Protein selection and export via outer membrane vesicles

Abstract

Outer membrane vesicles (OMVs) are constitutively produced by all Gram-negative bacteria. OMVs form when buds from the outer membrane (OM) of cells encapsulate periplasmic material and pinch off from the OM to form spheroid particles approximately 10 to 300nm in diameter. OMVs accomplish a diversity of functional roles yet the OMV's utility is ultimately determined by its unique composition. Inclusion into OMVs may impart a variety of benefits to the protein cargo, including: protection from proteolytic degradation, enhancement of long-distance delivery, specificity in host-cell targeting, modulation of the immune response, coordinated secretion with other bacterial effectors, and/or exposure to a unique function-promoting environment. Many enriched OMV-associated components are virulence factors, aiding in host cell destruction, immune system evasion, host cell invasion, or antibiotic resistance. Although the mechanistic details of how proteins become enriched as OMV cargo remain elusive, recent data on OM biogenesis and relationships between LPS structure and OMV-cargo inclusion rates shed light on potential models for OM organization and consequent OMV budding. In this review, mechanisms based on pre-existing OM microdomains are proposed to explain how cargo may experience differing levels of enrichment in OMVs and degrees of association with OMVs during extracellular export. This article is part of a Special Issue entitled: Protein trafficking and secretion in bacteria. Guest Editors: Anastassios Economou and Ross Dalbey.
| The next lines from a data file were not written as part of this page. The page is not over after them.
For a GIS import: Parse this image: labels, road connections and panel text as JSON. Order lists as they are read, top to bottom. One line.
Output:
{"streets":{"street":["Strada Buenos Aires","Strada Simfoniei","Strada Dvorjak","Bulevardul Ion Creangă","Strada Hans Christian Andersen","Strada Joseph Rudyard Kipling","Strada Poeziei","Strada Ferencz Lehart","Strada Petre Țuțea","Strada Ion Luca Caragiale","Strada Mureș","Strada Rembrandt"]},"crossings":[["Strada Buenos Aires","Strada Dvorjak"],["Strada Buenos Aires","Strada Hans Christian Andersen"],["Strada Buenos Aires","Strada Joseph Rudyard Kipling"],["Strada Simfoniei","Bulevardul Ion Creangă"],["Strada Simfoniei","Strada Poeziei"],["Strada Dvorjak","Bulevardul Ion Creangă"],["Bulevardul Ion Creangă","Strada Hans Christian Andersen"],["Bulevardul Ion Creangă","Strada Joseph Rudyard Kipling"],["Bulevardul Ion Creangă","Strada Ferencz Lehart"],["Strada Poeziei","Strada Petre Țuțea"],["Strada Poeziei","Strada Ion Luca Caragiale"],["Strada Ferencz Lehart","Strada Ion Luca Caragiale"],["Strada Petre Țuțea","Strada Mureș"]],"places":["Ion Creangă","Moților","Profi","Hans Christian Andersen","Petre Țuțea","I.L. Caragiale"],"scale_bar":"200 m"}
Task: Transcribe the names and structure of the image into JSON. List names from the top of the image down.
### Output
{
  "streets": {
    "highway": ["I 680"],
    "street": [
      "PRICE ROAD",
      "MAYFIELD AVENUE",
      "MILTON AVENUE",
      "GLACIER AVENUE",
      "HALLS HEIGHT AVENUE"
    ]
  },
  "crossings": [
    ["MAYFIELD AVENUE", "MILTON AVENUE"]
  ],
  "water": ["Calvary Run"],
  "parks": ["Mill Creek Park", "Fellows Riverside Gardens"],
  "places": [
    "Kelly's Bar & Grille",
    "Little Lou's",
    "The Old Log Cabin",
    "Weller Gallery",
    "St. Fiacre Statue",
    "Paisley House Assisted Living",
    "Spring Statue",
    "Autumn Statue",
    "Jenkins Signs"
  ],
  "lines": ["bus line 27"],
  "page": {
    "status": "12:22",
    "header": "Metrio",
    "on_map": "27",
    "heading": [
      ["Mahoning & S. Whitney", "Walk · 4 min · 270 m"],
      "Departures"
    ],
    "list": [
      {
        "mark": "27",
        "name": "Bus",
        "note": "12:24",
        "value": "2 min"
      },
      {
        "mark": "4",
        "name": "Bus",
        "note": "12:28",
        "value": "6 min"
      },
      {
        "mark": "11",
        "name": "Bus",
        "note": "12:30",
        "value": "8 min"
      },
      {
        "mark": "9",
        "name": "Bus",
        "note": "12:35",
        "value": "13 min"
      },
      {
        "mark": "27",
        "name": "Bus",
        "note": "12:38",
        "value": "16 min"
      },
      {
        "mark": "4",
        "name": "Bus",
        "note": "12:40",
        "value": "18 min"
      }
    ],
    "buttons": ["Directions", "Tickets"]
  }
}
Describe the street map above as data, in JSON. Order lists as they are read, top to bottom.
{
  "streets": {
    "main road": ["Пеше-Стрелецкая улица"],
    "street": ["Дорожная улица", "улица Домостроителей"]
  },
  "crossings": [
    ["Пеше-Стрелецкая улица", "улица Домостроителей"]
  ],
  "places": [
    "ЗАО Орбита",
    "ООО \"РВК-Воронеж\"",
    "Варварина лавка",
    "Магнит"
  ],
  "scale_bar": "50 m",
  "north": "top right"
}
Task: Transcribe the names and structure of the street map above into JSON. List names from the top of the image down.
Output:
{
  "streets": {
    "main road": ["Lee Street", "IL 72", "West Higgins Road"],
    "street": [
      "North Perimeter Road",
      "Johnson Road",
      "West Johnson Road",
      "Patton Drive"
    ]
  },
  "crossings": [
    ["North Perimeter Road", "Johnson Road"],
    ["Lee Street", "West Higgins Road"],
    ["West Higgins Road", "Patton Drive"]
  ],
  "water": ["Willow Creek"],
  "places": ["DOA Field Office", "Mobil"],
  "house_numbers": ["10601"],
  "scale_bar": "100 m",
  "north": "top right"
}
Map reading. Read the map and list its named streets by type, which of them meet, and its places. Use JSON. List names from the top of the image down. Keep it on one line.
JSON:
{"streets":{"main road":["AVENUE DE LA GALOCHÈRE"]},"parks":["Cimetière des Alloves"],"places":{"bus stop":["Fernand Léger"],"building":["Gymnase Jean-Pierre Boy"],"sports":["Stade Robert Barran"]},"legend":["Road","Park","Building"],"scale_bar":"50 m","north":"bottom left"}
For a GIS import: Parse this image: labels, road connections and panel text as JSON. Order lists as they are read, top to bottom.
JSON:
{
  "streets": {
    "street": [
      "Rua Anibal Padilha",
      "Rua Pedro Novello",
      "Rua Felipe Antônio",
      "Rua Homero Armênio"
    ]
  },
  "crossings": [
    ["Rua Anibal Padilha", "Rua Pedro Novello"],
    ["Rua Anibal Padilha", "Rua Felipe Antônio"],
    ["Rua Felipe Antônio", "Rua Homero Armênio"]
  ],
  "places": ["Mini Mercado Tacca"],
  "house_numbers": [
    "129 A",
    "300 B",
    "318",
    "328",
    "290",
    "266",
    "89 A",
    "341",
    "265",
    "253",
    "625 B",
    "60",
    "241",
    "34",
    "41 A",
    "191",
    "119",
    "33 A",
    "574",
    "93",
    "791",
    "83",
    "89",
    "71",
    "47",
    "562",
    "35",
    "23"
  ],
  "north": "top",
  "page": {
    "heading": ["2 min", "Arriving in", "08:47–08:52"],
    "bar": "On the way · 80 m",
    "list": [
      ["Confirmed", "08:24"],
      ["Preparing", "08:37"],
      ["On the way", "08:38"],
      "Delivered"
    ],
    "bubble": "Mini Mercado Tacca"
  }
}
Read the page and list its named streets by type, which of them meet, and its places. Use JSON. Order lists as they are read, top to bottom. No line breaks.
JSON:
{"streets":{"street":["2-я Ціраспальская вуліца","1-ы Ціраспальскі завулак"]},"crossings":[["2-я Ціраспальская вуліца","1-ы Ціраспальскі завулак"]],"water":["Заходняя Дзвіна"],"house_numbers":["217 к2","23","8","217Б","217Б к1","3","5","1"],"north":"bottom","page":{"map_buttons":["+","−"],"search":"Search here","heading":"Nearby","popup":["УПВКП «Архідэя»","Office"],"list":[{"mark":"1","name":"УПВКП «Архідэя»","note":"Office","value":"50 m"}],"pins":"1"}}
Keywords: Bacterial envelope; Cargo selection; Gram-negative bacteria; Outer membrane vesicle; Secretion.

Fig. 1

Models of envelope organization prior to outer membrane vesicle (OMV) budding that could lead to cargo enrichment and exclusion. A. Outer membrane proteins (OMPs) and lipopolysaccharide (LPS) are likely found in pre-existing microdomains in the outer membrane, resulting directly from the membrane biogenesis processes. The content clustered in one area may be inherently more prone to budding. This organization can lead to the enrichment of particular OMPs into OMVs. Subsequent partitioning of envelope components can lead to enrichment of other envelope factors (B–F). Envelope features for parts B–F are as indicated in part A: outer membrane (OM); periplasm (PP); inner membrane (IM); and individual envelope components coded by shape (indicated in the side legends) and color (OMV excluded cargo: red symbols; enriched cargo: green symbols; neither enriched/excluded cargo: blue symbols). B. The localization of periplasmic proteins (PP proteins) to the external face of the inner membrane (IM) may lead to exclusion from OMVs while localization to the OM may enhance incorporation into OMVs. C. Recruitment factors, potentially OM lipoproteins (OMLPs) or OMPs (green symbols), may bind to or interact with OMV cargo to enhance its localization to future budding sites. D. Exclusion factors, such as OMPs or OMLPs excluded from OMVs (red symbols) may interact with or bind to PP proteins in order to hinder their incorporation into OMVs. E. Protein secretion apparatuses may exist near potential sites of budding. If their secretion substrate binds an OM component or OM-associated component, then these secreted proteins may cluster on the external surface. These areas of high local protein concentration could cause crowding and thereby provide the energy for establishment of positive curvature. F. A combination of all of the previously-described mechanisms most likely is at work to promote budding and OMV formation. In each of the models, lipoprotein (LPP) – peptidoglycan (PG) crosslinks are notably absent from potential OMV bud sites, either by an exclusion mechanism or by conformational changes to the LPP.